Characteristics of Electronic Games

An electronic game is an interactive, rule-governed system based on computer processing power. Rules are a fundamental feature that electronic games share with all other games. The outcomes of the interactions are variable because they depend on players' efforts; when players do not communicate with the game, it simply stops. As in other games, players care about the outcome of the game. Serious players want to win, after all, and feel disappointed when they lose. In electronic games, the structure of credit points teaches players immediately that some outcomes are positive and some negative.

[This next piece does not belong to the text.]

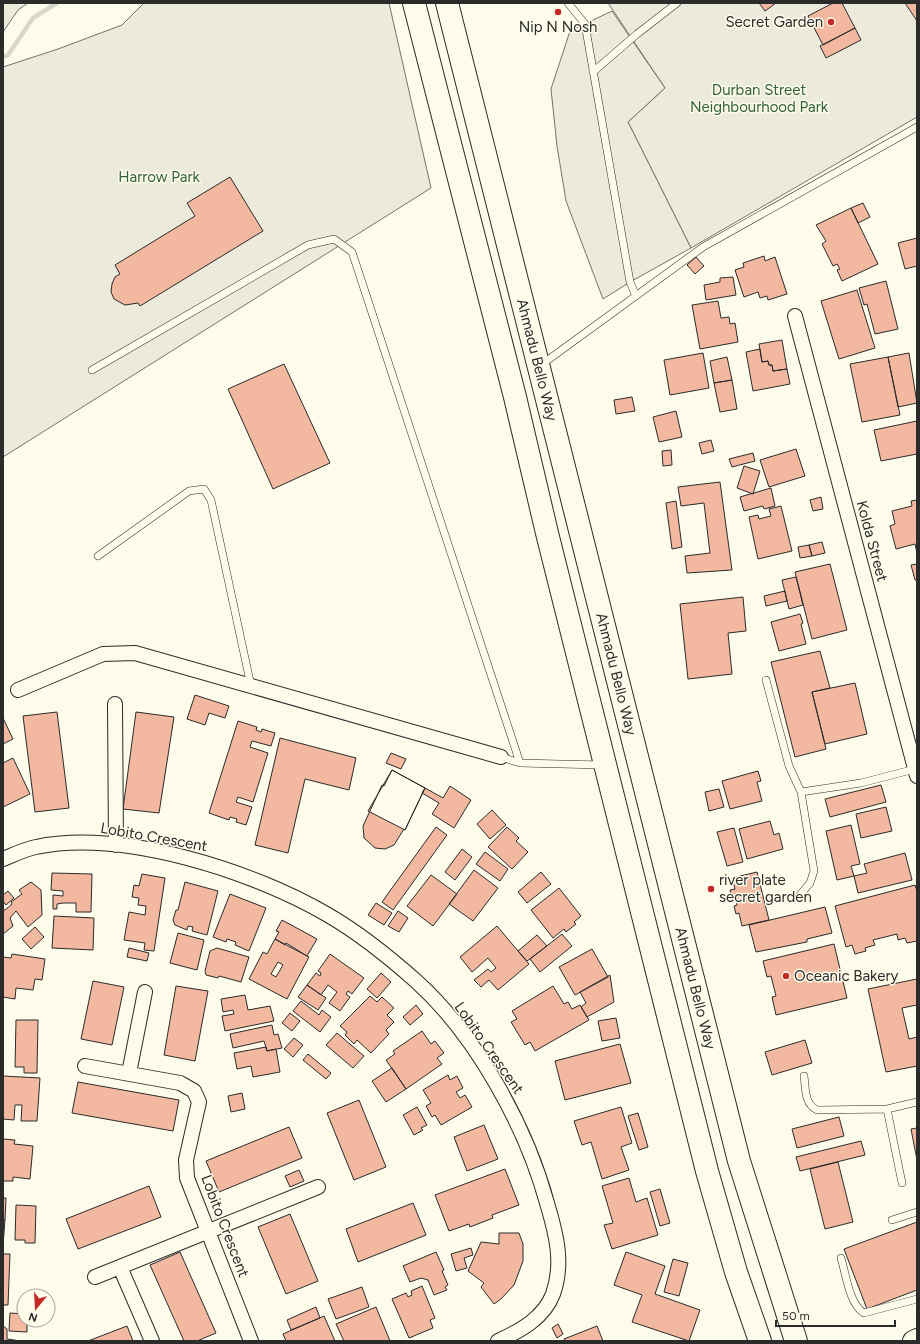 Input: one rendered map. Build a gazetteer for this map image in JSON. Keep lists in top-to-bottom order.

International Production of Games

Today, the development, production, and distribution of electronic games constitute a large industry involving many commercial partners. The process of game production begins in a development studio, where ideas are generated. If the studio succeeds in persuading a game publisher of the idea's value, an advance sum is allocated, and actual development begins. A design team of 30 to 40 writers, graphic designers, programmers, musicians, and quality testers works for about a year and a half on a new game. After approval of the final version, the game is mass-produced and distributed. The international market for electronic games is highly competitive. Estimates are that only about 5% of the games make a profit. However, these profits are huge in the case of blockbusters like The Sims, Halo, or GTA: San Andreas, but such profits are often needed to cover losses on less successful games.

Competition has led to concentration in the gaming industry on a level comparable with the movie and music industries. Many small, independent developers from the early days went out of business or were bought by other companies, as in the case of Maxis, the developer of SimCity and The Sims, which is now owned by Electronic Arts. Mergers between publishers and many takeovers further contributed to the industry's concentration. In this process, Electronic Arts became the world's largest game publisher.

The international game industry is dominated by publishers and developers from the United States, Japan, and the United Kingdom. The American companies (e.g., Electronic Arts, Atari, Id Software) have the largest global market share. Japanese companies (e.g., Konami, Square Enid, Sega) are second in the world game market, but they dominate the local Japanese market. The British game industry (e.g., Adios Interactive, Sic games, Rockstar Games) produces successfully for the world market, but its volume is far smaller than the American and Japanese output. Developers and publishers in other countries are mostly small. French Besot is the exception: It is on the edge of the world's 10 largest game publishers.